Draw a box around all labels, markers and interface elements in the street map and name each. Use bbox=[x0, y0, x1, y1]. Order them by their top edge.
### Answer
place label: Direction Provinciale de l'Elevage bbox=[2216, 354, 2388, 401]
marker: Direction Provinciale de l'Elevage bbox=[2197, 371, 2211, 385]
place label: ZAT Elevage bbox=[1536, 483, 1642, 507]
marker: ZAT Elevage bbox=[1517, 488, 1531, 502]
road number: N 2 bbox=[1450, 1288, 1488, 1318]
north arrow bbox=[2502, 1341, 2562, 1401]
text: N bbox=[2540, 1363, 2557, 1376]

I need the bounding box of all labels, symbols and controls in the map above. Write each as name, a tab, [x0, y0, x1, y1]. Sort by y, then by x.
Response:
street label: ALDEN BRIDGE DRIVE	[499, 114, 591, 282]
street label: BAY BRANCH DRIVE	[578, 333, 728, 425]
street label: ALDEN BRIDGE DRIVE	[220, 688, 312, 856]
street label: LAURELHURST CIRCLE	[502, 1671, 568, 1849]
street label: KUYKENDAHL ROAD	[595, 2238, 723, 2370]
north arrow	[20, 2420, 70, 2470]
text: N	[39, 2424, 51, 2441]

..........

- About this exercise -
Reproduce each line from the records that contains the word "labels".

- Solution to this problem -
Draw a box around all labels, markers and interface elements in the street map and name each. Use bbox=[x0, y0, x1, y1]. Order them by their top edge.
I need the bounding box of all labels, symbols and controls in the map above. Write each as name, a tab, [x0, y0, x1, y1]. Sort by y, then by x.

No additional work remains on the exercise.